The International Tracing Service (ITS) in the western town of Bad Arolsen contains about 50 million records on some 17 million victims of Hitler’s Nazi regime.
The paperwork, which includes imprisonment orders, death registers and Gestapo notes, reveals details about people who were murdered in the Holocaust, concentration camp survivors and millions of forced laborers and displaced people.
It contains the names of people on “Schindler’s List” -- hundreds of Jews saved by businessman Oskar Schindler -- which was the subject of a Steven Spielberg film.
Until Wednesday, the centre allowed only Nazi victims and their relations access.

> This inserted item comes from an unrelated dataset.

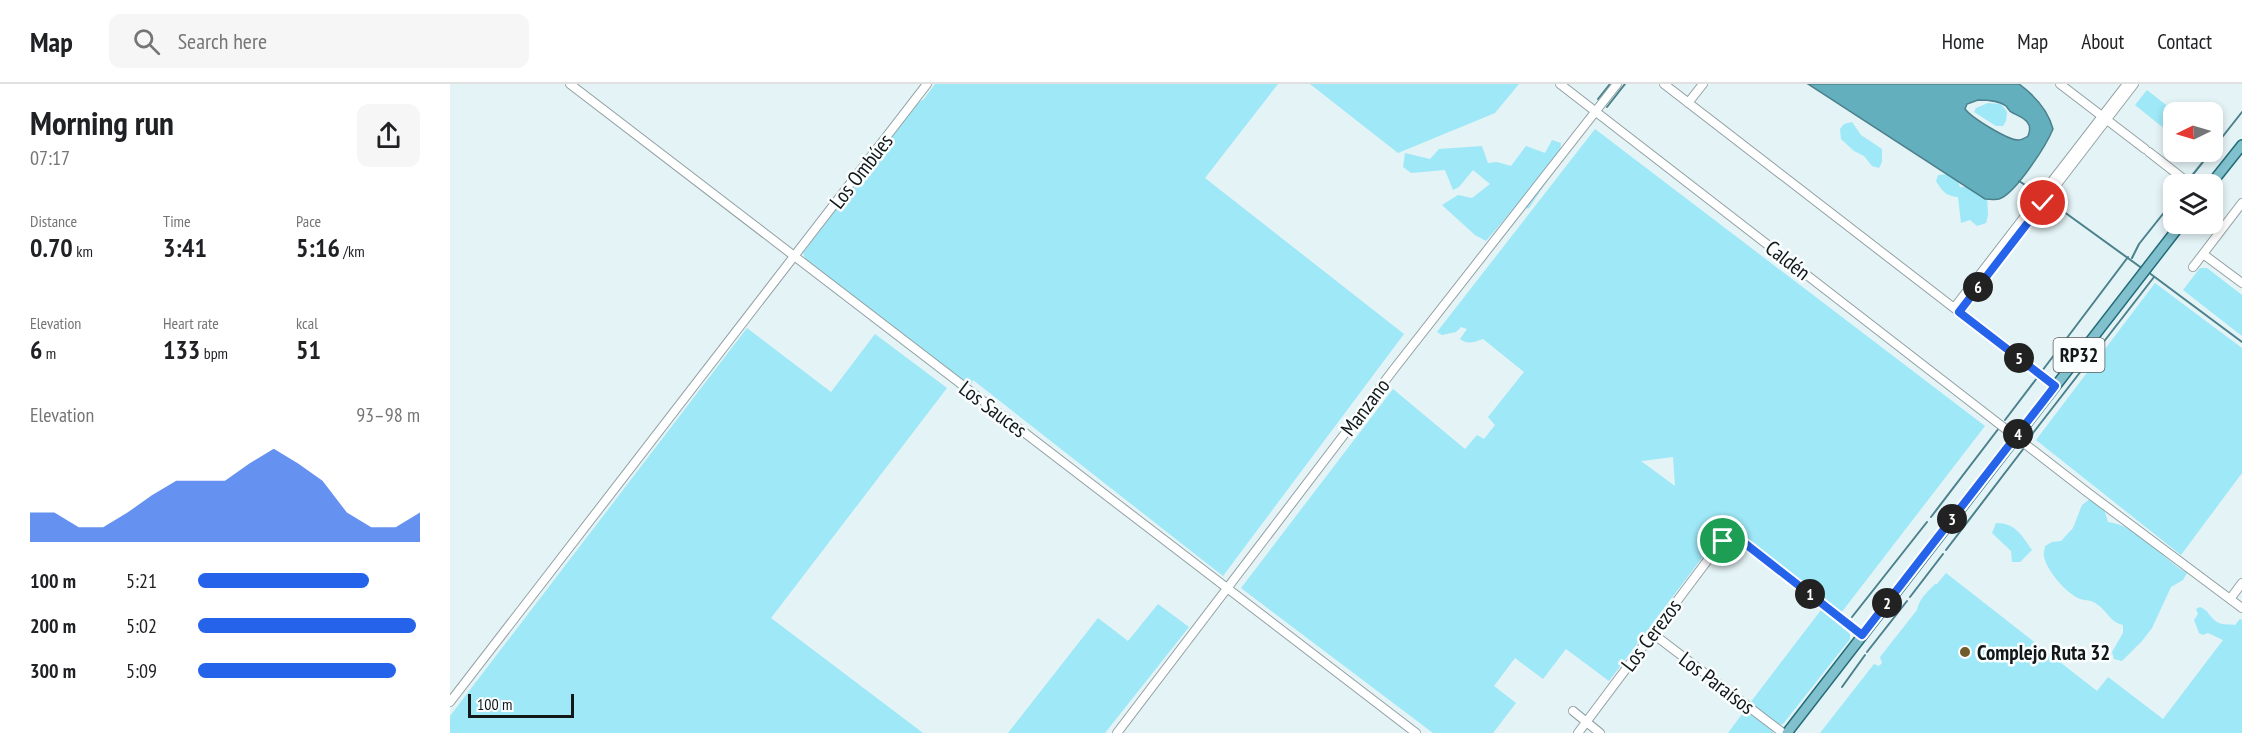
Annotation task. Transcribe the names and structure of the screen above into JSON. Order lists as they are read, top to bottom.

ITS director Reto Meister said the opening marked the start of a new chapter for the archives more than 60 years after the end of World War Two.
“The opening will contribute to keep alive the memory of the monstrous crimes of the Nazi era,” said Meister at the opening ceremony.
The centre is part of the International Committee of the Red Cross and 11 nations are represented on the ITS board -- Belgium, France, Germany, Greece, Israel, Italy, Luxembourg, the Netherlands, Poland, Britain and the United States.
Israel and the United States had long pushed for the archive to open its doors. Germany had been worried about data protection but has received guarantees that information on those still living will remain restricted.
Germany gives the ITS, which is in the process of digitalizing its archives, about 14 million euros ($22 million) a year.